** Opening Input for this task block **
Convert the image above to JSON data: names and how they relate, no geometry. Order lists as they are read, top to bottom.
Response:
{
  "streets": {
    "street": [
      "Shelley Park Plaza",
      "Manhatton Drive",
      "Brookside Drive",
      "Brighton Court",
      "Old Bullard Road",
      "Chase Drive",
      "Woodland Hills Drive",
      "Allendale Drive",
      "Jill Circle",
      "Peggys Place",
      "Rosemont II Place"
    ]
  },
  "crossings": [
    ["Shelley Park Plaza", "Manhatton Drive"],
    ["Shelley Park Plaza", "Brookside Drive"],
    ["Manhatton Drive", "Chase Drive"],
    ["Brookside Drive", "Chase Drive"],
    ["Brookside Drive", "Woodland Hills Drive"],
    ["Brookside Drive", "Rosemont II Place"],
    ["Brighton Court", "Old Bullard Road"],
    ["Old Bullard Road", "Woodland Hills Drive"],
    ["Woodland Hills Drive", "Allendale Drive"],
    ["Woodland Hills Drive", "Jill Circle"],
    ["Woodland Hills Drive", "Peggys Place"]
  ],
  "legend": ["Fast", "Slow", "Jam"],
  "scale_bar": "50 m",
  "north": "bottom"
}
** Closing Input for this task block **
Would you copy out each line of the records above where the word "Park" occurs?

      "Shelley Park Plaza",
    ["Shelley Park Plaza", "Manhatton Drive"],
    ["Shelley Park Plaza", "Brookside Drive"],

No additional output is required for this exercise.